I need the lines below from the one with "const g = document.querySelector('canvas').getContext('2d');" down to the one with "path.moveTo(r[0], r[1]);" reproduced exactly, both ends included, and nothing else.

Collected data entries
-*-*-
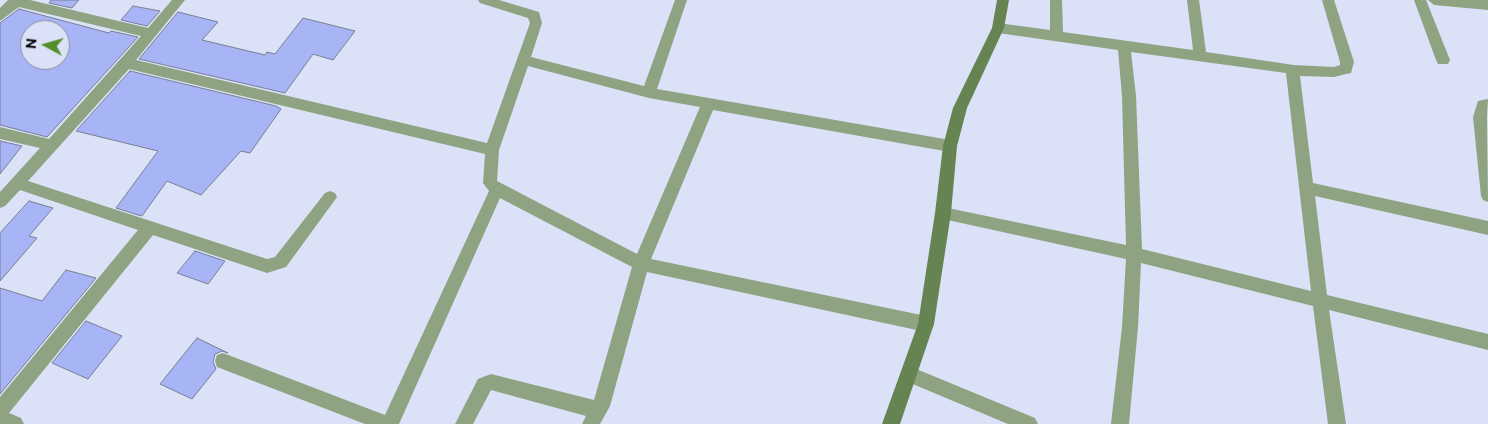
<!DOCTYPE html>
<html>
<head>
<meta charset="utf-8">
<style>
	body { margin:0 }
	#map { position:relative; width:1488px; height:424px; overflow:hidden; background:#dbe1f6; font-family:Commissioner,sans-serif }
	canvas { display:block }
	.north { position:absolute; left:20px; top:20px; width:50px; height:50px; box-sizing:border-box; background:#dbe1f6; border:1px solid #898d9c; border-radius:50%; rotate:276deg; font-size:14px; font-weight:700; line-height:20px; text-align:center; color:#0d0e15 }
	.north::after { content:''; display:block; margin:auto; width:18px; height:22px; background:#558d28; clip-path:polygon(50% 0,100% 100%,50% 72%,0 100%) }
</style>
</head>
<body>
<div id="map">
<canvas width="1488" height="424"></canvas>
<div class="north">N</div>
</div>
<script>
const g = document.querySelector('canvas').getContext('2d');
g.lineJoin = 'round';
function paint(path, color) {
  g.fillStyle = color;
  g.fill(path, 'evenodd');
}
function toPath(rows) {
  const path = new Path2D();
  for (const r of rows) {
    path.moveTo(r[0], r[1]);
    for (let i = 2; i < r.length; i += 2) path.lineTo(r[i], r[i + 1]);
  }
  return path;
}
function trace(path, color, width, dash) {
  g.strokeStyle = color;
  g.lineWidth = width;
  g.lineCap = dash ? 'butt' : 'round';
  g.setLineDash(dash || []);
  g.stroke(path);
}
const building = toPath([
	[51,0,79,0,72,8,49,3,51,0],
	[133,6,160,11,147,26,121,20,133,6],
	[19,9,109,33,111,31,138,37,47,137,0,125,0,23,19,9],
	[30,30,60,30,60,60,30,60,30,30],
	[178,12,218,22,202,40,265,55,267,52,275,54,303,18,355,31,333,60,313,54,285,93,139,59,178,12],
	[130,71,276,106,281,109,250,153,241,151,201,195,167,181,142,216,138,215,116,208,158,151,76,131,130,71],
	[0,141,22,146,0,174,0,141],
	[29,201,53,208,29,236,37,238,0,281,0,233,29,201],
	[195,251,225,261,208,284,177,273,195,251],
	[66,270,96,278,0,394,0,288,42,301,66,270],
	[86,321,122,336,88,379,52,363,86,321],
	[197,338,228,353,222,351,215,354,213,362,216,369,192,399,160,384,197,338]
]);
paint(building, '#a7b4f6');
trace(building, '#7a7e92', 1);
paint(toPath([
	[8,0,30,0,148,28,172,0,185,0,136,60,487,143,530,23,528,18,480,3,478,0,499,0,539,12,542,23,531,57,644,86,675,0,687,0,657,89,950,140,955,142,957,146,955,150,950,152,713,110,651,259,926,316,932,319,934,324,932,329,926,332,647,272,610,406,600,424,582,424,586,416,491,390,473,424,455,424,478,379,491,374,594,400,632,267,500,198,399,424,365,424,217,367,215,361,217,355,223,353,385,415,489,191,483,183,485,154,129,69,28,181,267,259,275,257,325,193,330,191,335,193,337,197,286,267,267,273,153,235,9,413,21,418,24,424,0,424,0,397,138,230,20,190,5,206,0,208,0,192,40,148,0,139,0,127,49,139,141,36,19,7,0,21,0,8,8,0],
	[528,66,649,98,700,107,637,254,497,181,499,150,528,66],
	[1050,0,1062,0,1063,32,1193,50,1187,0,1199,0,1206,52,1294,65,1334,67,1340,65,1340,62,1322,0,1334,0,1354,62,1351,73,1346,74,1334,77,1300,76,1313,183,1488,221,1488,235,1315,196,1327,295,1488,334,1488,350,1329,310,1346,424,1328,424,1313,306,1141,263,1138,327,1129,424,1111,424,1122,327,1126,259,943,219,938,218,935,213,938,208,943,207,1126,245,1122,96,1118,50,998,33,992,28,998,23,1050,30,1050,0],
	[1131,52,1286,73,1311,291,1142,249,1136,96,1131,52],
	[1414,0,1426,0,1450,60,1448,64,1438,64,1436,60,1414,0],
	[1428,0,1488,0,1488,10,1434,5,1428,0],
	[1488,99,1487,117,1488,202,1483,200,1481,196,1473,117,1478,101,1488,99],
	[909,366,1035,418,1038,424,1008,424,903,380,901,374,903,368,909,366]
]), '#8ea382');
paint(toPath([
	[997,0,1009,0,1004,28,967,108,957,146,951,213,934,324,900,424,882,424,918,324,935,213,943,146,953,108,992,28,997,0]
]), '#668452');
</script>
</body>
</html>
-*-*-
Exercise output:
const g = document.querySelector('canvas').getContext('2d');
g.lineJoin = 'round';
function paint(path, color) {
  g.fillStyle = color;
  g.fill(path, 'evenodd');
}
function toPath(rows) {
  const path = new Path2D();
  for (const r of rows) {
    path.moveTo(r[0], r[1]);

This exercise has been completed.